Background and purpose: Symptoms of normal pressure hydrocephalus (NPH) are sometimes refractory to shunt placement, with limited ability to predict improvement for individual patients. We evaluated an MRI-based artificial intelligence method to predict postshunt NPH symptom improvement.
Materials and methods: Patients with NPH who underwent MRI before shunt placement at a single center (2014-2021) were identified. Twelve-month postshunt improvement in mRS, incontinence, gait, and cognition were retrospectively abstracted from clinical documentation. 3D deep residual neural networks were built on skull-stripped T2-weighted and FLAIR images. Predictions based on both sequences were fused by additional network layers.
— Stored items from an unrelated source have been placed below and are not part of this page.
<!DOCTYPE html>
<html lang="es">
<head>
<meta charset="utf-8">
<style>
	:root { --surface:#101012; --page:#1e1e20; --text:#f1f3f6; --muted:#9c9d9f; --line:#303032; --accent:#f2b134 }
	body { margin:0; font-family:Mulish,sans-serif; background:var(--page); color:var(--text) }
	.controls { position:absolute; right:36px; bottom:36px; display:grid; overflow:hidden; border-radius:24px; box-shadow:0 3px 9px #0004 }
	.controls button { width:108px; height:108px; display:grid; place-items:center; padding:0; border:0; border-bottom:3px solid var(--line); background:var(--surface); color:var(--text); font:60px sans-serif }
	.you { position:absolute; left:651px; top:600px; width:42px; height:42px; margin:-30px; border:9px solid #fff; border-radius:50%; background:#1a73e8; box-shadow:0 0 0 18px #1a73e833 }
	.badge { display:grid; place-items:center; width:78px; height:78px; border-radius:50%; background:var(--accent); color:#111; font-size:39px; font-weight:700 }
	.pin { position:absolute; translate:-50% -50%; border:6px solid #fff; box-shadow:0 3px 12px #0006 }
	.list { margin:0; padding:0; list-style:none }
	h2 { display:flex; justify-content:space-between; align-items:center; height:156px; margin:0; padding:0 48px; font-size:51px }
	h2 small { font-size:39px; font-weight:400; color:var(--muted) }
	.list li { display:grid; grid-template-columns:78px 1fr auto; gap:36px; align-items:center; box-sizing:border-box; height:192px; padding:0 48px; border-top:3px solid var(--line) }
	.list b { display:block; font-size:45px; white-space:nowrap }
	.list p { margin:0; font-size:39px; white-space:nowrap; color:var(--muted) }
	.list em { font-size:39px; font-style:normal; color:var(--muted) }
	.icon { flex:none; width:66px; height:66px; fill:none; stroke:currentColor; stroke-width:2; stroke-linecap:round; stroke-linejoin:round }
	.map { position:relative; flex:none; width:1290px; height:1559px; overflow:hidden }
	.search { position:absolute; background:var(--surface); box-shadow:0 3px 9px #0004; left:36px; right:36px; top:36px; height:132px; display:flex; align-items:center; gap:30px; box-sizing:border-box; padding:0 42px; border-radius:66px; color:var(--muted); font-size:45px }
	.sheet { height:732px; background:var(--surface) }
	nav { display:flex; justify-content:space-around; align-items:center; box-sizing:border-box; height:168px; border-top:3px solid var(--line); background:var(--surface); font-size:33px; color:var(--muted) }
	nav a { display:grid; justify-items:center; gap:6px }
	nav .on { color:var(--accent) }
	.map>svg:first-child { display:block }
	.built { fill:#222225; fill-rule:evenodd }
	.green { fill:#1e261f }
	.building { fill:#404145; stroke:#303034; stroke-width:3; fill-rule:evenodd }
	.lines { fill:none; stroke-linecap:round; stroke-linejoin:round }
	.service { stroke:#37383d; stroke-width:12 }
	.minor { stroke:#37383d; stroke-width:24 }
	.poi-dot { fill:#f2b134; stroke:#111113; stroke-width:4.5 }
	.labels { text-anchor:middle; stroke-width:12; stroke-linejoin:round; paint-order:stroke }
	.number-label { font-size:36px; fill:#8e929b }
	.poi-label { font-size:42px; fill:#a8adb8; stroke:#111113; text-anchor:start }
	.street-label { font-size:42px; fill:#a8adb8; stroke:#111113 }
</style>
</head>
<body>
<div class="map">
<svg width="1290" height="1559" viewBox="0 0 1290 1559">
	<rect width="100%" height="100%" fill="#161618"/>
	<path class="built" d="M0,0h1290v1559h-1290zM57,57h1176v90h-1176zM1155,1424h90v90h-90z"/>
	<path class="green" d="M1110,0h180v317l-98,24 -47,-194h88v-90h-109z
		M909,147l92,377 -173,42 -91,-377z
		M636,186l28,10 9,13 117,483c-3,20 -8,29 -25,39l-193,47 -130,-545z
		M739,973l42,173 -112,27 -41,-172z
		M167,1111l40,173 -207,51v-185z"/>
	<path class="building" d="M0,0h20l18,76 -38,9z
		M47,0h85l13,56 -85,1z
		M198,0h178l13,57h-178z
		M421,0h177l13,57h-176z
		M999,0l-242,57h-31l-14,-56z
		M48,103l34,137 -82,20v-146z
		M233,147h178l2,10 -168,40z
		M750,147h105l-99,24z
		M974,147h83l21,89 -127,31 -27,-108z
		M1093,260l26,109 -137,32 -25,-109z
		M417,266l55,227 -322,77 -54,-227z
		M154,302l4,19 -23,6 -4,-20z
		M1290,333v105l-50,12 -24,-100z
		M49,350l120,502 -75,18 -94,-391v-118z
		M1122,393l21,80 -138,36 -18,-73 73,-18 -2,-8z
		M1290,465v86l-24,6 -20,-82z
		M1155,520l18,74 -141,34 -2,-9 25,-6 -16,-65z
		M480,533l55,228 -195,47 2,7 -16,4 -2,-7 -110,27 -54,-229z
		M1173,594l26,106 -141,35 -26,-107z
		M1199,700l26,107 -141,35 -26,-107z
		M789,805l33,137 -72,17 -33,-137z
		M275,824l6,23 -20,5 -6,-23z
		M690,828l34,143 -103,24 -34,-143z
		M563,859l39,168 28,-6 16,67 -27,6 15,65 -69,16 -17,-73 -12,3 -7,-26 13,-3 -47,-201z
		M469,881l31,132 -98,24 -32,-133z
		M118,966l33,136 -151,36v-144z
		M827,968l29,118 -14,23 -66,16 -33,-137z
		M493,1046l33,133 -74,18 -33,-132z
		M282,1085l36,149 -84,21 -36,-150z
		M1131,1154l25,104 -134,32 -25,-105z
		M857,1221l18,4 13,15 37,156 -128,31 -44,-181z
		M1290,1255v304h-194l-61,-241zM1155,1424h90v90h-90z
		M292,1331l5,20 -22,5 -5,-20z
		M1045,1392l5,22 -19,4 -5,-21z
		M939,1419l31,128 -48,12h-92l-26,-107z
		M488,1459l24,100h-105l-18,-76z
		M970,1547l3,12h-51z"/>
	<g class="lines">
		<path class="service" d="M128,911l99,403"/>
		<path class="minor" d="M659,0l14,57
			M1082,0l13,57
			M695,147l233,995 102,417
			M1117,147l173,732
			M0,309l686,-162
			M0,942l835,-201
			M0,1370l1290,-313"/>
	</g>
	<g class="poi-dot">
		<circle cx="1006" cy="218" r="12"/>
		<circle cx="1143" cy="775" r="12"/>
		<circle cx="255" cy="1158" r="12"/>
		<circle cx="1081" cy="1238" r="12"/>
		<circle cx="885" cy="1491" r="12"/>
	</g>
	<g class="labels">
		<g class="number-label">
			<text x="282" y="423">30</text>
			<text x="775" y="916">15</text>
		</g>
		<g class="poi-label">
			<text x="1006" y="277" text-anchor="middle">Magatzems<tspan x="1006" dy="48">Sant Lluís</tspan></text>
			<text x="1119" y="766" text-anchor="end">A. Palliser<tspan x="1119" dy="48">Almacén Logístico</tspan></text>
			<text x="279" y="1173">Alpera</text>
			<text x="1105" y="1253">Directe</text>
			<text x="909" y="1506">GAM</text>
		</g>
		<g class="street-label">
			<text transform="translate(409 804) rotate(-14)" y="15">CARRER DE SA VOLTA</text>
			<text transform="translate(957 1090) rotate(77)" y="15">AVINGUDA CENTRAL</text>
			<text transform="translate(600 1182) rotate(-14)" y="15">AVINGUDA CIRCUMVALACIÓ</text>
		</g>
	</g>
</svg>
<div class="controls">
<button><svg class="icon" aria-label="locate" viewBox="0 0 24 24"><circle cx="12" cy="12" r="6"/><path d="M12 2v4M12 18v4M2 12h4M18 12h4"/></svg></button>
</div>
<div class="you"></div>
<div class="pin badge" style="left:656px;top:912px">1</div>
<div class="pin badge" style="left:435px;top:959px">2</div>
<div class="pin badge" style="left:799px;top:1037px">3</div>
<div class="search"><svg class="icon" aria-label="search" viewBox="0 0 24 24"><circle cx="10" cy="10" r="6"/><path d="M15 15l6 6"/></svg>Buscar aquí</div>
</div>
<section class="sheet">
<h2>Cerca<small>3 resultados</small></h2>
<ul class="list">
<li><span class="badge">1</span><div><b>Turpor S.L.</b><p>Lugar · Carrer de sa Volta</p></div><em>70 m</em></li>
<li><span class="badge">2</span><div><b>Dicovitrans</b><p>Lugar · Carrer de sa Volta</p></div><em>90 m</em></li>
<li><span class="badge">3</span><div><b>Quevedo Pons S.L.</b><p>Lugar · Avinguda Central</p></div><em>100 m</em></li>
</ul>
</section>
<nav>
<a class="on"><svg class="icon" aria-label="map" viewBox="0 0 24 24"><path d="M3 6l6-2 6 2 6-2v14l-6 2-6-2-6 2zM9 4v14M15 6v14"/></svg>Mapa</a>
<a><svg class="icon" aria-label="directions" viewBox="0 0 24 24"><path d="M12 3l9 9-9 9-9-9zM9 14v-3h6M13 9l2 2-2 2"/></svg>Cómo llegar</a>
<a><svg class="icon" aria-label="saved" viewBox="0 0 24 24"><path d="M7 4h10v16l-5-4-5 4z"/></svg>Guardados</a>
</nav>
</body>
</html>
Patients from 2014-2019 were used for parameter optimization, while those from 2020-2021 were used for testing. Models were validated on an external validation data set from a second institution (n = 33).
Results: Of 249 patients, n = 201 and n = 185 were included in the T2-based and FLAIR-based models according to imaging availability. The combination of T2-weighted and FLAIR sequences offered the best performance in mRS and gait improvement predictions relative to models trained on imaging acquired by using only 1 sequence, with area under the receiver operating characteristic (AUROC) values of 0.7395 [0.5765-0.9024] for mRS and 0.8816 [0.8030-0.9602] for gait. For urinary incontinence and cognition, combined model performances on predicting outcomes were similar to FLAIR-only performance, with AUROC values of 0.7874 [0.6845-0.8903] and 0.7230 [0.5600-0.8859].
Conclusions: Application of a combined algorithm by using both T2-weighted and FLAIR sequences offered the best image-based prediction of postshunt symptom improvement, particularly for gait and overall function in terms of mRS.